▸ **Task instructions**: Pull each line with the string "picture" from the entries.

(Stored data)
★ ★ ★ ★ ★ ★ ★

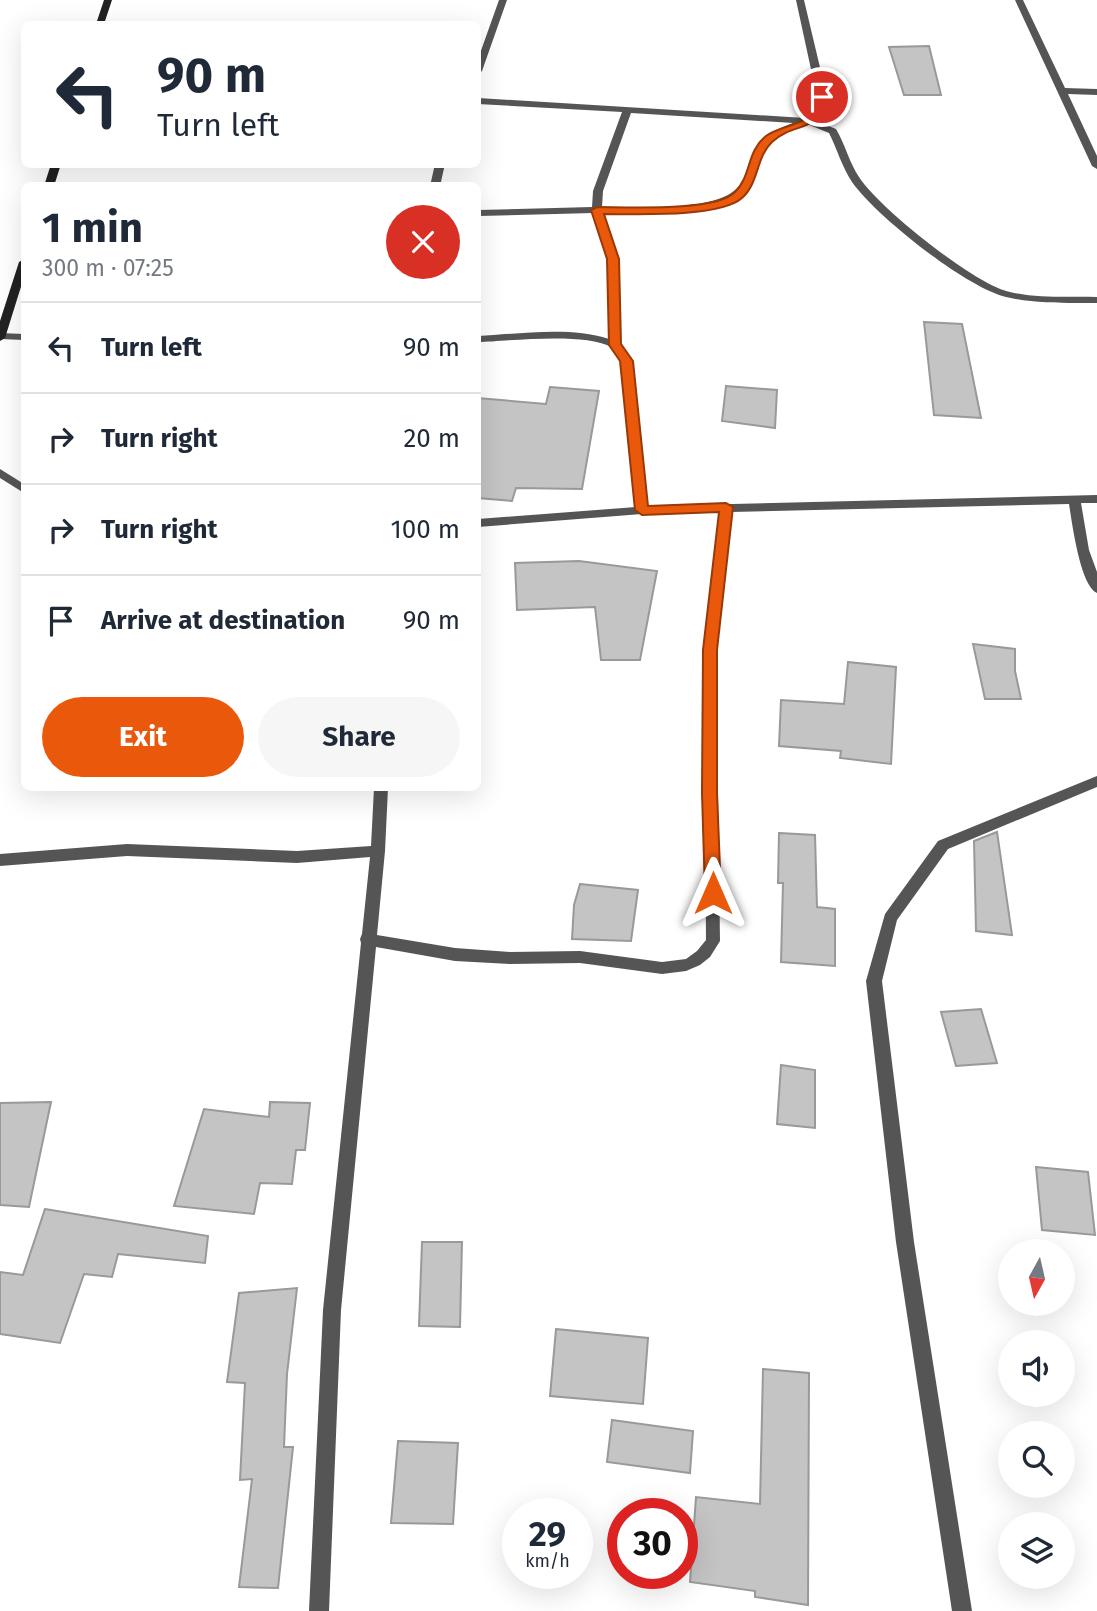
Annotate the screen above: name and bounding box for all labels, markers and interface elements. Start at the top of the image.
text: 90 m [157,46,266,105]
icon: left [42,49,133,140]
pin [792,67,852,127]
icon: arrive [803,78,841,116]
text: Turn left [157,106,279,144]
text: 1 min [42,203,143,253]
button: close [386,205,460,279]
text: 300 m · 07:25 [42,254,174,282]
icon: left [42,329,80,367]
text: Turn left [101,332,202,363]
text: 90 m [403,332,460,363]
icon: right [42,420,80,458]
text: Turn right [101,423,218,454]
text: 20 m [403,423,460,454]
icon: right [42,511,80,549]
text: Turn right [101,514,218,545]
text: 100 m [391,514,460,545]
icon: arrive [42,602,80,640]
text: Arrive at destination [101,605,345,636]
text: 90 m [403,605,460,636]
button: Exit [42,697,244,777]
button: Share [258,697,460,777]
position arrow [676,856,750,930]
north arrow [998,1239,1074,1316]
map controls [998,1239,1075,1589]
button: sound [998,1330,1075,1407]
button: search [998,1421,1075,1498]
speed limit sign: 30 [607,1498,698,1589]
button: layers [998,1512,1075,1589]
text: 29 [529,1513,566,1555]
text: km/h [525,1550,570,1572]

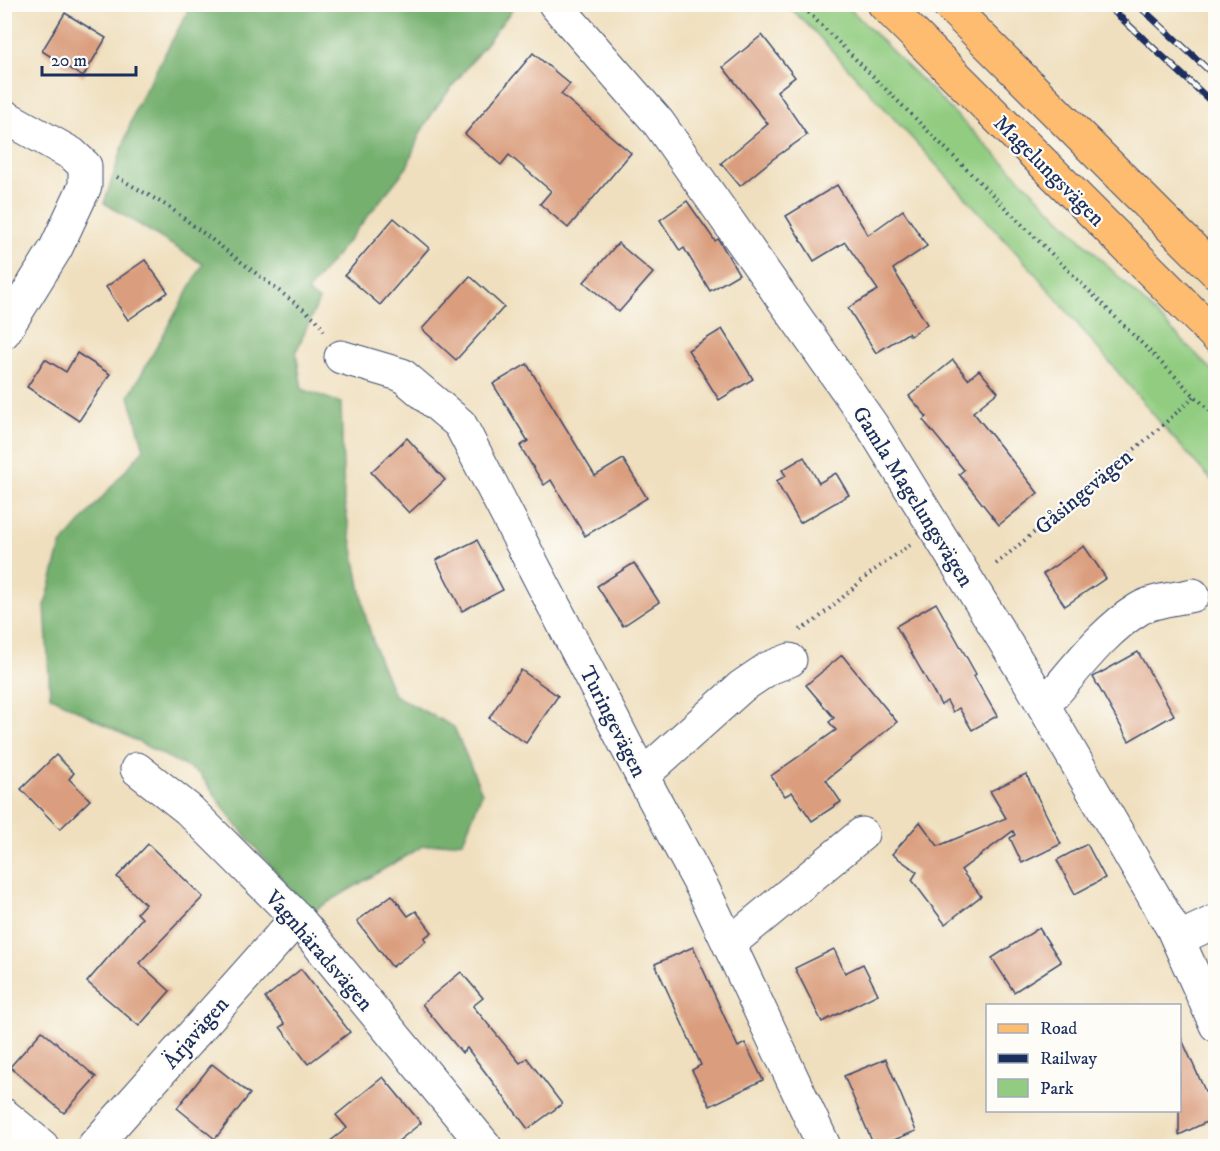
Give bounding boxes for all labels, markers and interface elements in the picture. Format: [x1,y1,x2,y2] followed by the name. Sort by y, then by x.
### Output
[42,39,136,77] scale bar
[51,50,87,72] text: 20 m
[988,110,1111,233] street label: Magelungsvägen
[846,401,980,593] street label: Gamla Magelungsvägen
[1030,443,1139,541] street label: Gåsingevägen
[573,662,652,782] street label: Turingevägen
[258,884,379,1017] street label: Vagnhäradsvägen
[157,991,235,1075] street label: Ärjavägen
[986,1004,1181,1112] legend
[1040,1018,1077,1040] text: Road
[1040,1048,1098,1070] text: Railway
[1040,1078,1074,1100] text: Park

★ ★ ★ ★ ★ ★ ★

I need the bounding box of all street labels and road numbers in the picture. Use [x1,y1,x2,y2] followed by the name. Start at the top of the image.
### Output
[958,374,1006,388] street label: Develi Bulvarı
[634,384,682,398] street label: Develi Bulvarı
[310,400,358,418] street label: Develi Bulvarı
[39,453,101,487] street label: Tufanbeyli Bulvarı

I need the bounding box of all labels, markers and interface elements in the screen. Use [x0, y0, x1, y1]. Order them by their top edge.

★ ★ ★ ★ ★ ★ ★

▸ **Answer box**:
Give bounding boxes for all labels, markers and interface elements in the picture. Format: [x1,y1,x2,y2] followed by the name. Sort by y, then by x.
I need the bounding box of all street labels and road numbers in the picture. Use [x1,y1,x2,y2] followed by the name. Start at the top of the image.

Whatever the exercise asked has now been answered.